- [WHAT NEEDS TO BE DONE]:
Begin your copy at the line that contains "I am building" and carry it on, exactly, to the last line of the material below.

- [PROVIDED INFORMATION]:
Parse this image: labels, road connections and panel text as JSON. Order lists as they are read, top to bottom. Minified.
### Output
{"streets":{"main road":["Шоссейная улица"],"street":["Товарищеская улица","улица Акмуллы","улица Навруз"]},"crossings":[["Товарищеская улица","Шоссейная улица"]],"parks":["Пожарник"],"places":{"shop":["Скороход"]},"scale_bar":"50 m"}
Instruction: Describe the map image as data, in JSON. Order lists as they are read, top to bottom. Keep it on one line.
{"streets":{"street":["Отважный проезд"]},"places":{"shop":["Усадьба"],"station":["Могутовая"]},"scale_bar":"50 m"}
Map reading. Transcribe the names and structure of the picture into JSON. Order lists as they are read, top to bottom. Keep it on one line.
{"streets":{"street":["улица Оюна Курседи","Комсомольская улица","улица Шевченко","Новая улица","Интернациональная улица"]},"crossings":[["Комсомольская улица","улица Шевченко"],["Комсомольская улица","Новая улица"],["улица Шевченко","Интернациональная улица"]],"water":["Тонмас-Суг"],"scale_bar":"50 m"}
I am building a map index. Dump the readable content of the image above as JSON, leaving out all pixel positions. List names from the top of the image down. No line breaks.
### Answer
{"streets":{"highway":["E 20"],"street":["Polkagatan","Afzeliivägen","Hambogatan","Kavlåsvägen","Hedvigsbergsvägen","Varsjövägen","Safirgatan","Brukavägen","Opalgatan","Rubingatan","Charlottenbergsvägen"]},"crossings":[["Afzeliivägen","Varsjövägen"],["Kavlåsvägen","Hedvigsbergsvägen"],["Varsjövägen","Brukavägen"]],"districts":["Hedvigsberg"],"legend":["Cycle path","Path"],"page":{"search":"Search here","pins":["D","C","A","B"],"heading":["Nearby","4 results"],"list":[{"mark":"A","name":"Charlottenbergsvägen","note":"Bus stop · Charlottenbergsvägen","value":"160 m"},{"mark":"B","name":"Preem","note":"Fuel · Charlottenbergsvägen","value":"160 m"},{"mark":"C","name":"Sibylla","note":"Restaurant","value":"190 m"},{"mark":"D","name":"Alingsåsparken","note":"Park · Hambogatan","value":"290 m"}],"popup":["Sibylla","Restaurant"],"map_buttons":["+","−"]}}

- [RESPONSE]:
I am building a map index. Dump the readable content of the image above as JSON, leaving out all pixel positions. List names from the top of the image down. No line breaks.
### Answer
{"streets":{"highway":["E 20"],"street":["Polkagatan","Afzeliivägen","Hambogatan","Kavlåsvägen","Hedvigsbergsvägen","Varsjövägen","Safirgatan","Brukavägen","Opalgatan","Rubingatan","Charlottenbergsvägen"]},"crossings":[["Afzeliivägen","Varsjövägen"],["Kavlåsvägen","Hedvigsbergsvägen"],["Varsjövägen","Brukavägen"]],"districts":["Hedvigsberg"],"legend":["Cycle path","Path"],"page":{"search":"Search here","pins":["D","C","A","B"],"heading":["Nearby","4 results"],"list":[{"mark":"A","name":"Charlottenbergsvägen","note":"Bus stop · Charlottenbergsvägen","value":"160 m"},{"mark":"B","name":"Preem","note":"Fuel · Charlottenbergsvägen","value":"160 m"},{"mark":"C","name":"Sibylla","note":"Restaurant","value":"190 m"},{"mark":"D","name":"Alingsåsparken","note":"Park · Hambogatan","value":"290 m"}],"popup":["Sibylla","Restaurant"],"map_buttons":["+","−"]}}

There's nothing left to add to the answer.